Going for numerical integration in R, that also shows to be difficult. First some code:
E <- function(lambda, h=rep(1, length(lambda)), lower, upper, ...) {
pchi2 <- make_pchi2(lambda, h, acc=0.001, lim=50000)
dchi <- make_dchi(pchi2)
val <- integrate(function(x) x*dchi(x), lower=lower, upper=upper, subdivisions=10000L, stop.on.error=FALSE)$value
return(val)
}
Some experimentation with this code, using the integration limits lower=-Inf, upper=0
, shows that for a large number of eigenvalues, the result is 0! The reason is that the integrand is zero "almost everywhere", and the integration routine misses the dump. But plotting the integrand first, and choosing a sensible interval, we can get reasonable results. For the example I am using uniformly distributed eigenvalues between 1 and 5, with varying $n$. So for $n=5000$ the following code:
E(seq(from=1, to=5, length.out=5000), lower=-130, upper=-110)

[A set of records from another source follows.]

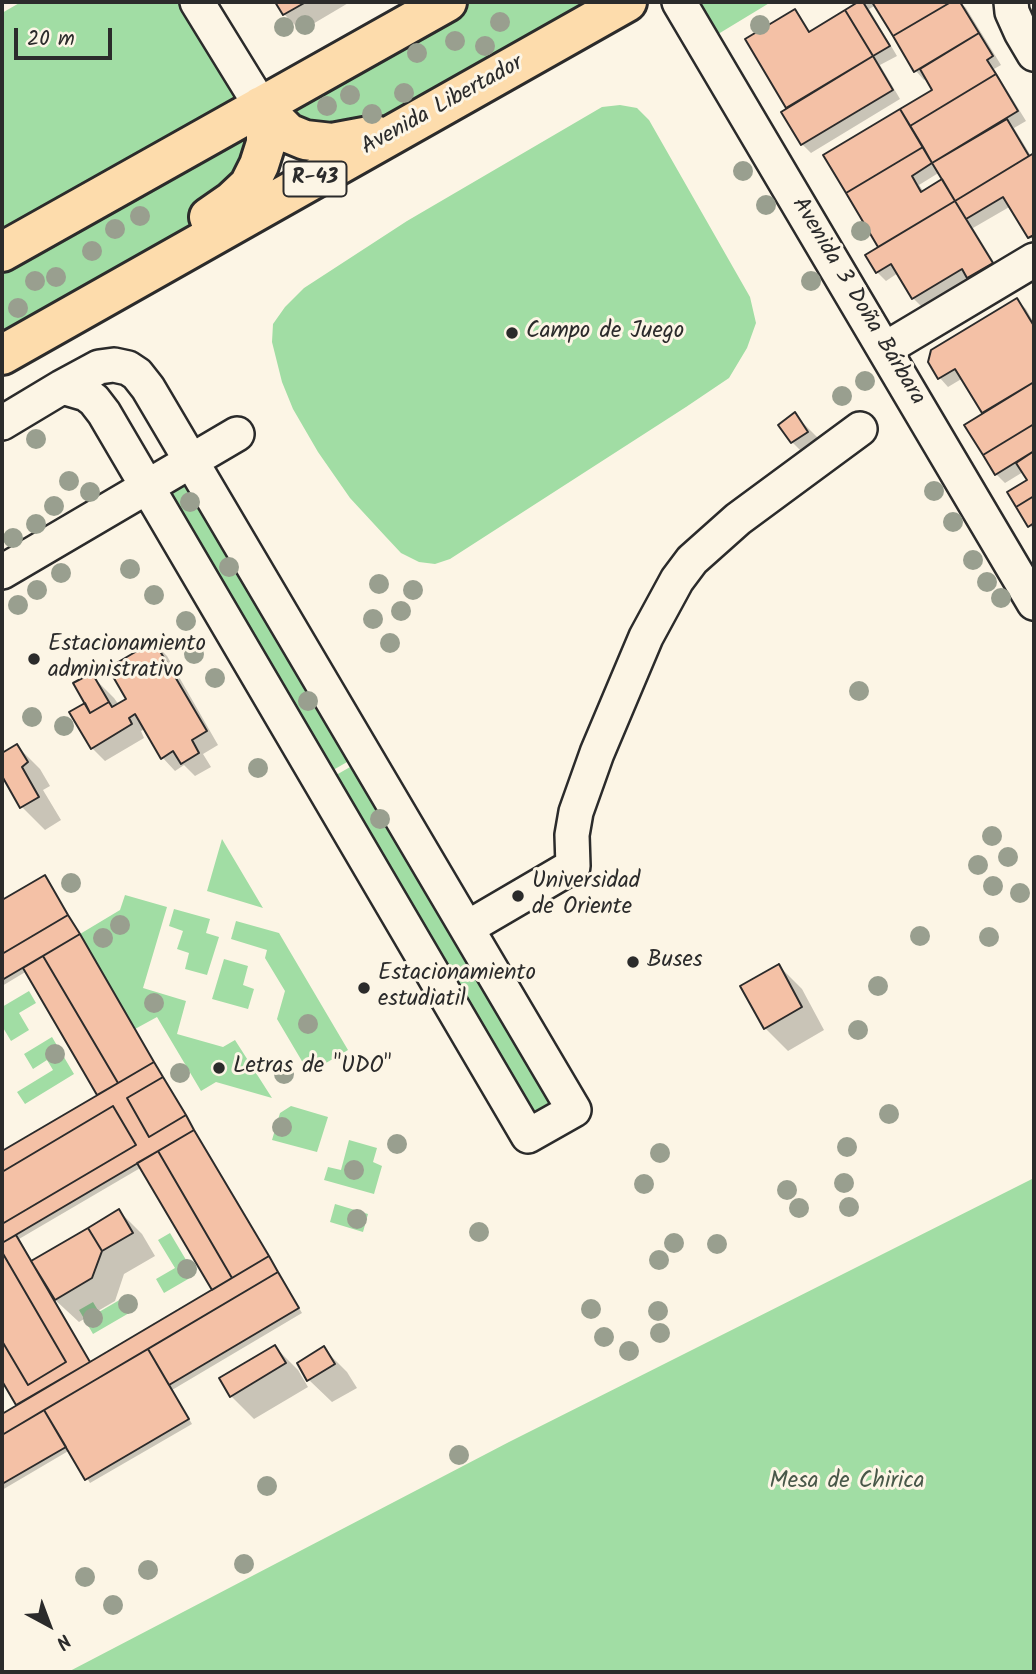 <!DOCTYPE html>
<meta charset="utf-8">
<style>
body{margin:0}
#map{position:relative;width:1036px;height:1674px;overflow:hidden;background:#fcf5e5;font-family:Kalam,sans-serif}
canvas{display:block}
.frame{position:absolute;inset:0;border:4px solid #2b2b2b;pointer-events:none}
.north{position:absolute;left:14px;top:1590px;width:70px;height:70px;-webkit-text-stroke:5px #fcf5e5;paint-order:stroke;rotate:139deg;font-size:19px;font-weight:700;line-height:28px;text-align:center;color:#2b2b2b}
.north::after{content:'';display:block;margin:auto;width:24px;height:32px;background:#2b2b2b;clip-path:polygon(50% 0,100% 100%,50% 72%,0 100%)}
.scale{position:absolute;left:14px;top:28px;width:98px;height:32px;box-sizing:border-box;border:4px solid #2b2b2b;border-top:0;padding-left:9px;font-size:21px;line-height:24px;white-space:nowrap;color:#2b2b2b;-webkit-text-stroke:5px #fcf5e5;paint-order:stroke}
</style>
<div id="map">
<canvas width="1036" height="1674"></canvas>
<div class="frame"></div>
<div class="north">N</div>
<div class="scale">20 m</div>
</div>
<script>
const c = document.querySelector('canvas').getContext('2d');
c.lineJoin = 'round';
function fillPath(path, color) { c.fillStyle = color; c.fill(path, 'evenodd'); }
const toPath = rows => new Path2D(rows.map(r => 'M' + r).join(''));
function stroke(path, color, width, dash) { c.strokeStyle = color; c.lineWidth = width; c.lineCap = dash ? 'butt' : 'round'; c.setLineDash(dash || []); c.stroke(path); }
function label(font, color, halo, rows, align = 'center') {
  c.font = font + ' Kalam,sans-serif'; c.lineWidth = 6; c.setLineDash([]); c.textBaseline = 'middle'; c.strokeStyle = halo; c.fillStyle = color; for (const [text, x, y, turn = 0] of rows) {
    c.save(); c.translate(x, y); c.rotate((+turn || 0) * Math.PI / 180); c.textAlign = isNaN(turn) ? turn : align; if (halo) c.strokeText(text, 0, 0); c.fillText(text, 0, 0); c.restore();
  }
}
const green = toPath([
 [21,2,197,2,261,106,413,2,627,2,406,127,288,133,232,201,2,355,2,13],
 [682,2,771,2,705,42],
 [620,105,637,108,649,120,750,297,756,323,747,348,729,378,686,407,450,559,435,564,419,562,401,553,386,537,350,498,318,452,293,409,282,382,272,342,273,324,285,307,304,288,407,221,602,107],
 [190,465,361,754,321,777,151,487],
 [364,759,571,1108,529,1133,324,782],
 [222,839,263,908,207,891],
 [125,895,167,907,143,988,186,1001,177,1034,223,1047,235,1040,272,1098,216,1082,201,1091,157,1017,135,1029,80,934,120,910],
 [174,909,210,919,206,933,219,937,207,975,185,969,189,953,177,949,183,931,169,926],
 [236,921,279,933,348,1050,309,1073,277,1019,285,991,265,958,267,950,231,939],
 [224,959,248,966,243,985,254,989,248,1009,212,999],
 [29,991,36,1003,19,1013,29,1030,11,1041,2,1026,2,1007],
 [52,1037,74,1074,25,1104,17,1092,53,1070,47,1060,33,1069,24,1054],
 [291,1106,328,1117,317,1152,272,1140,280,1113],
 [349,1140,377,1148,373,1162,382,1166,374,1194,324,1180,328,1167,341,1170],
 [1034,1178,1034,1672,68,1672,509,1442],
 [335,1204,368,1214,363,1232,330,1222],
 [170,1233,195,1275,164,1293,156,1279,175,1268,158,1240],
 [128,1295,136,1309,93,1334,79,1310,93,1302,99,1312]
]);
const shadow = toPath([
 [277,2,350,2,301,31,284,14],
 [861,2,960,2,966,8,1001,65,994,69,1026,121,1014,128,1031,156,1034,155,1034,242,1011,206,973,228,1000,272,977,285,970,278,922,307,913,298,898,273,886,281,877,272,880,248,825,156,934,90,927,78,924,80,916,71,876,5,869,9,897,56,880,65,900,99,811,153,802,144,789,109,748,40,794,11,811,33],
 [940,172,945,180,924,192,919,185],
 [1017,300,1026,309,1034,323,1034,531,1009,492,1029,481,1023,472,1005,483,996,474,984,414,963,378,948,387,940,378,930,362],
 [795,415,818,438,830,455,815,465,792,442],
 [154,643,167,656,218,745,203,754,211,767,195,776,184,765,175,771,162,757,145,729,141,731,144,738,105,761,92,748,87,704,91,675,114,698,119,705,128,700],
 [17,746,40,769,50,786,43,790,61,820,45,830,22,807,2,772,2,755],
 [44,877,302,1313,172,1390,192,1424,90,1483,70,1450,2,1490,2,1416,19,1406,2,1377,2,1153,100,1095,27,971,2,986,2,902],
 [142,1167,214,1290,91,1363,53,1298,79,1322,115,1301,124,1274,155,1256,142,1234,119,1211,33,1262,19,1239],
 [779,966,802,989,824,1030,788,1051,765,1028],
 [275,1347,298,1370,308,1387,254,1419,231,1396],
 [324,1349,347,1372,357,1388,332,1402,309,1380]
]);
const building = toPath([
 [275,2,306,2,283,15,275,2],
 [858,2,863,2,890,46,873,56,845,10,858,2],
 [872,2,951,2,893,36,872,2],
 [951,2,960,2,979,33,914,72,893,36,951,2],
 [795,9,809,32,845,10,873,56,786,108,745,39,795,9],
 [979,33,993,56,987,60,996,74,910,126,900,109,932,90,920,69,979,33],
 [873,56,893,90,801,145,781,112,873,56],
 [996,74,1018,111,932,163,910,126,996,74],
 [900,109,923,147,846,193,823,155,900,109],
 [1007,119,1029,156,955,201,932,163,1007,119],
 [923,147,932,163,912,176,921,192,942,179,955,201,878,247,846,193,923,147],
 [1034,153,1034,235,1028,238,1003,197,966,219,955,201,1034,153],
 [955,201,993,263,967,278,962,269,912,299,891,264,876,273,865,255,955,201],
 [1017,298,1034,326,1034,382,982,413,955,369,938,379,928,362,931,350,1017,298],
 [1034,382,1034,424,983,455,964,425,1034,382],
 [795,412,808,432,791,443,778,425,795,412],
 [1034,424,1034,451,995,475,983,455,1034,424],
 [1034,451,1034,496,1016,507,1007,492,1027,480,1016,463,1034,451],
 [1034,496,1034,523,1028,527,1016,507,1034,496],
 [154,641,207,731,192,740,199,753,181,764,173,751,161,759,135,714,129,718,132,724,91,749,69,712,85,703,90,713,109,702,112,707,126,699,108,668,154,641],
 [92,673,109,702,90,713,73,683,92,673],
 [17,744,28,762,22,767,39,797,20,808,2,776,2,753,17,744],
 [45,875,68,915,2,954,2,900,45,875],
 [68,915,80,934,2,980,2,954,68,915],
 [80,934,154,1062,118,1083,43,956,80,934],
 [43,956,118,1083,97,1095,23,968,43,956],
 [779,964,802,1007,764,1029,740,986,779,964],
 [154,1062,163,1077,127,1098,149,1137,186,1115,194,1130,2,1243,2,1224,136,1145,113,1106,2,1172,2,1151,154,1062],
 [163,1077,186,1115,149,1137,127,1098,163,1077],
 [113,1106,136,1145,2,1224,2,1172,113,1106],
 [194,1130,269,1256,232,1278,158,1151,194,1130],
 [158,1151,232,1278,212,1290,137,1163,158,1151],
 [119,1209,133,1233,102,1251,88,1228,119,1209],
 [88,1228,102,1251,92,1278,55,1300,31,1261,88,1228],
 [16,1235,90,1362,16,1405,2,1381,2,1341,28,1385,66,1362,2,1252,2,1243,16,1235],
 [2,1252,66,1362,28,1385,2,1341,2,1252],
 [269,1256,278,1272,2,1435,2,1414,269,1256],
 [278,1272,299,1308,169,1385,148,1349,278,1272],
 [275,1345,286,1363,230,1397,219,1378,275,1345],
 [324,1346,335,1364,307,1381,297,1363,324,1346],
 [148,1349,189,1419,85,1480,44,1410,148,1349],
 [44,1410,66,1447,2,1484,2,1435,44,1410]
]);
const minor = toPath([
 [197,2,261,106],
 [679,2,1034,603],
 [1011,2,1012,12,1021,32,1034,54],
 [885,349,1034,260],
 [2,423,62,387,99,367,114,365,128,368,137,374,148,388,574,1110,528,1136,104,413,94,400,86,394,62,387],
 [2,572,237,434],
 [467,928,573,866,572,835,576,812,597,753,646,637,677,580,692,560,738,519,860,429]
]);
const major = toPath([
 [261,106,288,133,305,140,332,143,375,135],
 [209,217,232,201,249,185,259,165,266,143,266,125,261,106],
 [2,252,447,2],
 [2,355,627,2]
]);
const trees = [
 [500,22],
 [305,25],
 [760,25],
 [284,27],
 [455,41],
 [485,46],
 [417,53],
 [404,93],
 [350,95],
 [327,106],
 [372,114],
 [743,171],
 [766,205],
 [140,216],
 [115,229],
 [861,231],
 [92,251],
 [56,277],
 [35,281],
 [811,281],
 [18,308],
 [865,381],
 [842,396],
 [36,439],
 [69,481],
 [934,491],
 [90,492],
 [190,502],
 [54,506],
 [953,522],
 [36,524],
 [13,538],
 [973,560],
 [229,567],
 [130,569],
 [61,573],
 [987,582],
 [379,584],
 [37,590],
 [413,590],
 [154,595],
 [1001,598],
 [18,605],
 [401,611],
 [373,619],
 [186,621],
 [390,643],
 [194,654],
 [215,678],
 [859,691],
 [308,701],
 [32,717],
 [64,726],
 [258,768],
 [380,819],
 [992,836],
 [1008,857],
 [978,865],
 [71,883],
 [993,886],
 [1020,893],
 [120,925],
 [920,936],
 [989,937],
 [103,938],
 [878,986],
 [154,1003],
 [308,1024],
 [858,1030],
 [55,1054],
 [180,1073],
 [284,1074],
 [889,1114],
 [282,1127],
 [397,1144],
 [847,1147],
 [660,1153],
 [354,1170],
 [844,1183],
 [644,1184],
 [787,1190],
 [849,1207],
 [799,1208],
 [357,1219],
 [479,1232],
 [674,1243],
 [717,1244],
 [659,1260],
 [187,1269],
 [128,1304],
 [591,1309],
 [658,1311],
 [93,1318],
 [660,1333],
 [604,1337],
 [629,1351],
 [459,1455],
 [267,1486],
 [244,1564],
 [148,1570],
 [85,1577],
 [113,1605]
];
const markers = [
 [512,333,7,"#2b2b2b"],
 [34,659,7,"#2b2b2b"],
 [518,896,7,"#2b2b2b"],
 [633,962,7,"#2b2b2b"],
 [364,988,7,"#2b2b2b"],
 [219,1068,7,"#2b2b2b"]
];
const shields = [
 [315,179,63]
];
const shieldNames = [
 ["R-43",315,179]
];
const streetNames = [
 ["Avenida Libertador",443,107,-29],
 ["Avenida 3 Doña Bárbara",857,302,59]
];
const poiNames = [
 ["Campo de Juego",526,333],
 ["Estacionamiento",48,646],
 ["administrativo",48,672],
 ["Universidad",532,883],
 ["de Oriente",532,909],
 ["Buses",647,962],
 ["Estacionamiento",378,975],
 ["estudiatil",378,1001],
 ["Letras de \"UDO\"",233,1068]
];
const parkNames = [
 ["Mesa de Chirica",847,1483]
];
fillPath(green, '#a1dda4');
fillPath(shadow, '#0003');
fillPath(building, '#f4c1a6');
stroke(building, '#2b2b2b', 2);
stroke(minor, '#2b2b2b', 38);
stroke(major, '#2b2b2b', 44);
stroke(minor, '#fcf5e5', 33);
stroke(major, '#fddcac', 38);
c.fillStyle = '#999f8f';
for (const [x, y] of trees) { c.beginPath(); c.arc(x, y, 10, 0, 2 * Math.PI); c.fill(); }
for (const [x, y, r, color] of markers) { const dot = new Path2D(); dot.arc(x, y, r, 0, 2 * Math.PI); c.fillStyle = color; c.fill(dot); stroke(dot, '#fcf5e5', 2.5); }
for (const [x, y, w] of shields) { const box = new Path2D(); box.roundRect(x - w / 2, y - 17.5, w, 35, 5); c.fillStyle = '#fcf5e5'; c.fill(box); stroke(box, '#2b2b2b', 2); }
label('bold 21px', '#2b2b2b', null, shieldNames);
label('23px', '#2b2b2b', '#fcf5e5', streetNames);
label('23px', '#2b2b2b', '#fcf5e5', poiNames, 'left');
label('23px', '#485849', '#fcf5e5', parkNames);
</script>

works. This way we can compute the following results:
n Expected value Approximation
[1,] 5 3.656979 3.890758
[2,] 15 6.581486 6.738991
[3,] 25 8.559964 8.700000
[4,] 35 10.161615 10.293979
[5,] 45 11.544113 11.672275
[6,] 55 12.777101 12.904185
[7,] 65 13.901465 14.028328
[8,] 75 14.941275 15.068842
[9,] 85 15.915722 16.042007
[10,] 95 16.830085 16.959422
[11,] 105 17.697715 17.829694
[12,] 500 38.702620 38.907583
[13,] 1000 54.749000 55.023631
[14,] 5000 122.449200 123.036580
Where the last column is calculated as $1.74 \sqrt{n}$, and is found by regression analysis. We show this as a plot:
The fit is quite good, indicating that a reasonable guess is that the expectation grows with the square root of $n$, with a prefactor which probably depends on the eigenvalue distribution.
Best Answer
Answering the first question.
We could start from the fact noted by mpiktas, that $t^2 \sim F(1, n)$. And then try a more simple step at first - search for the distribution of a sum of two random variables distributed by $F(1,n)$. This could be done either by calculating the convolution of two random variables, or calculating the product of their characteristic functions.
The article by P.C.B. Phillips shows that my first guess about "[confluent] hypergeometric functions involved" was indeed true. It means that the solution will be not trivial, and the brute-force is complicated, but necessary condition to answer your question. So since $n$ is fixed and you sum up t-distributions, we can't say for sure what the final result will be. Unless someone has a good skill playing with products of confluent hypergeometric functions.